We have shown previously for both symmetrical (Hahnloser et al., 2000) and asymmetrical networks (Rutishauser et al., 2015) that the fundamental operation of the WTA modules is an active selection process whereby the activities of some neurons are driven below threshold by those receiving support from either local or remote excitatory input. Partitions of active neurons that are inconsistent with stability are forbidden. Such a partition is left exponentially quickly because the unstably high gain generated by the neurons of forbidden partitions will drive recurrent inhibition sufficiently strong to soon drive a neuron of the set beneath threshold, and so bring a new partition into being. This process continues until a consistent permitted partition is found. The previous work was concerned only with the relationship between inhibitory feedback that is driven by the excitatory members of the local WTA and the existence of forbidden sets. We demonstrated there that it is the existence of these forbidden subspaces that provides computational power (Rutishauser et al., 2015). In these CSP networks, the negative constraints provide an additional source of negative feedback routed via remote WTAs (see section 2.5.1 for a proof).

We tested the performance of the network in solving randomly generated planar graphs with up to 49 four-color nodes (see Figure 4). In these cases there were no constraints on the acceptable color of any specific node. Thus, any solution that satisfies all constraints is acceptable. Consequently there are many equally valid solutions for each graph (at minimum four, the number of colors).

The goodness of a solution was measured by two metrics: the average time the network took to converge and the number of edges that were not satisfied (number of errors, in the following) as a function of time. We found that WTA networks can solve all graphs of up to 25 nodes correctly within 1500$τ$. However, larger graphs are incompletely solved and take longer (see Figure 4C).
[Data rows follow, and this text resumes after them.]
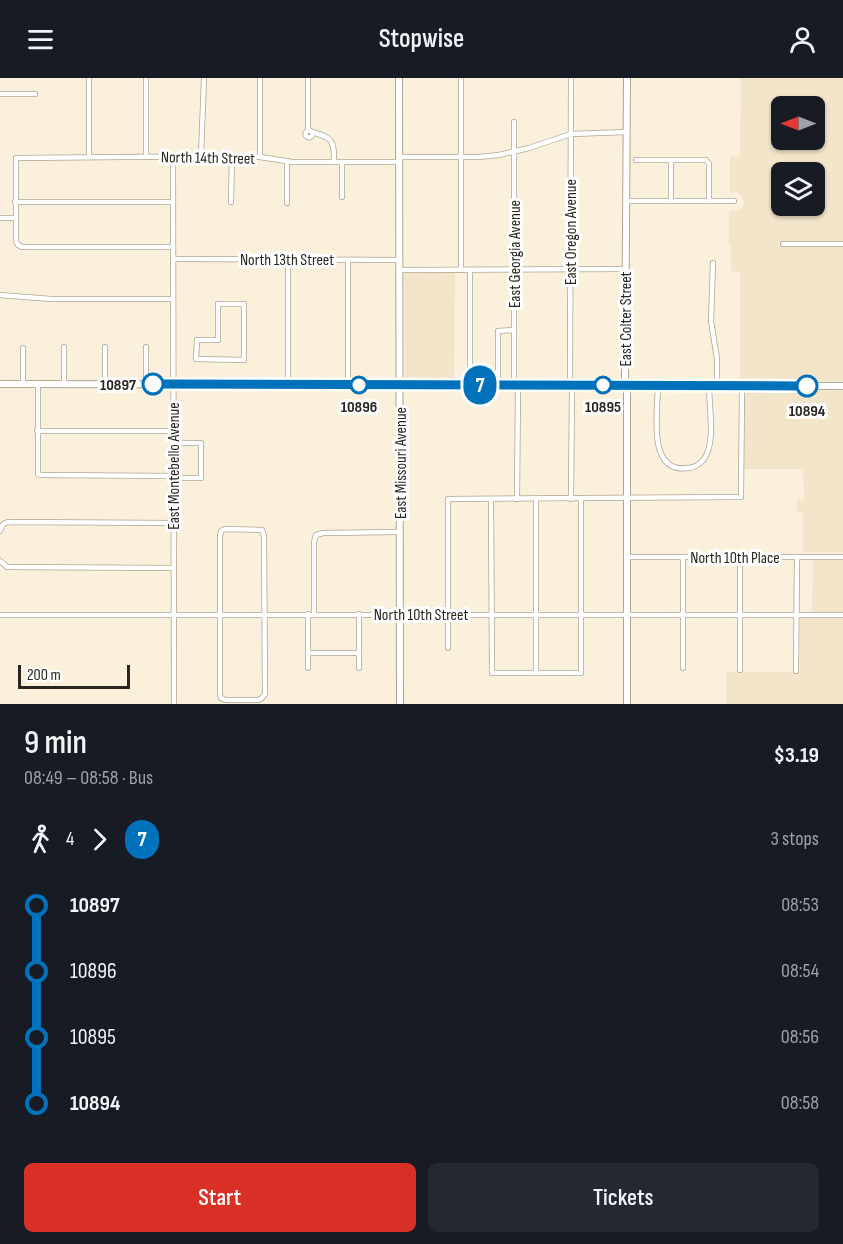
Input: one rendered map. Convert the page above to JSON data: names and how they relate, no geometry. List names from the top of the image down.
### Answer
{
  "streets": {
    "street": [
      "North 14th Street",
      "East Oregon Avenue",
      "East Georgia Avenue",
      "North 13th Street",
      "East Colter Street",
      "East Missouri Avenue",
      "East Montebello Avenue",
      "North 10th Place",
      "North 10th Street"
    ]
  },
  "crossings": [
    ["North 14th Street", "East Oregon Avenue"],
    ["North 14th Street", "East Georgia Avenue"],
    ["North 14th Street", "East Colter Street"],
    ["North 14th Street", "East Missouri Avenue"],
    ["North 14th Street", "East Montebello Avenue"],
    ["North 13th Street", "East Missouri Avenue"],
    ["North 13th Street", "East Montebello Avenue"],
    ["East Colter Street", "North 10th Place"],
    ["East Colter Street", "North 10th Street"],
    ["East Missouri Avenue", "North 10th Street"],
    ["East Montebello Avenue", "North 10th Street"]
  ],
  "places": [
    "10897",
    "10896",
    "10895",
    "10894"
  ],
  "lines": ["bus line 7"],
  "scale_bar": "200 m",
  "north": "left",
  "page": {
    "header": "Stopwise",
    "on_map": "7",
    "scale": "200 m",
    "heading": ["9 min", "08:49 – 08:58 · Bus", "$3.19"],
    "legs": ["4", "7", "3 stops"],
    "list": [
      {
        "name": "10897",
        "value": "08:53"
      },
      {
        "name": "10896",
        "value": "08:54"
      },
      {
        "name": "10895",
        "value": "08:56"
      },
      {
        "name": "10894",
        "value": "08:58"
      }
    ],
    "buttons": ["Start", "Tickets"]
  }
}
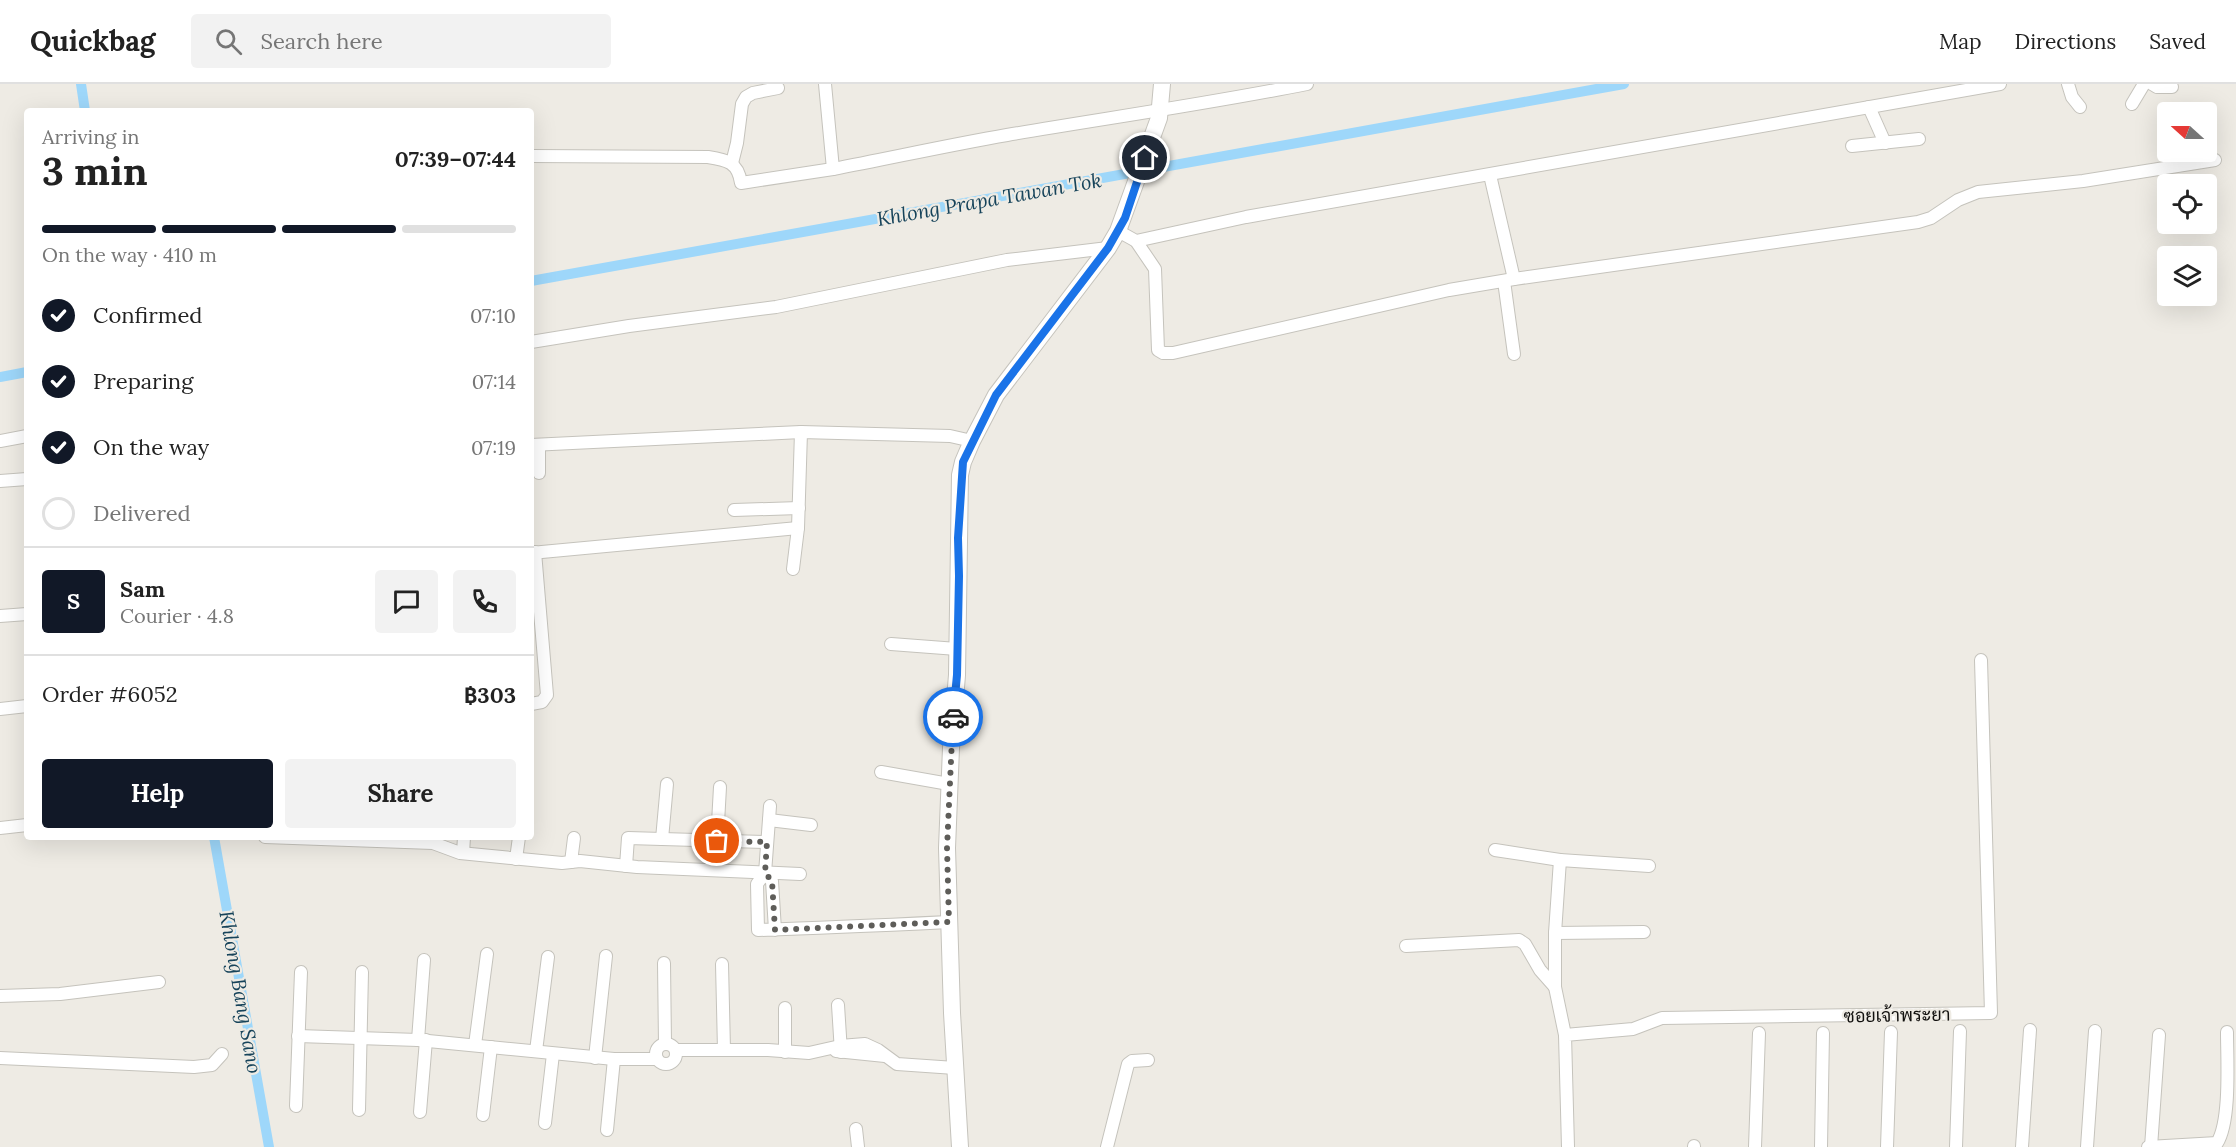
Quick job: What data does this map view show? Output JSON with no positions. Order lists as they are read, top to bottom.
{
  "streets": {
    "street": ["ซอยเจ้าพระยา"]
  },
  "water": ["Khlong Prapa Tawan Tok", "Khlong Bang Sano"],
  "north": "left",
  "page": {
    "header": "Quickbag",
    "search": "Search here",
    "nav": ["Map", "Directions", "Saved"],
    "heading": ["3 min", "Arriving in", "07:39–07:44"],
    "panel": [
      "Sam",
      "Courier · 4.8",
      "Order #6052",
      "฿303"
    ],
    "bar": "On the way · 410 m",
    "list": [
      ["Confirmed", "07:10"],
      ["Preparing", "07:14"],
      ["On the way", "07:19"],
      "Delivered"
    ],
    "round": "S",
    "buttons": ["Help", "Share"]
  }
}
The computational process evolves in such a way that the number of errors decreases exponentially fast (see Figure 4D). This means that networks of a given size solve the majority of random graphs quickly, with a minority taking much longer. This results in heavy-tailed distributions with respect to the elapsed time to solution (see Figure 4H).

### 2.8  Maximal Independent Set Using Both Positive and Negative Constraints (MIS)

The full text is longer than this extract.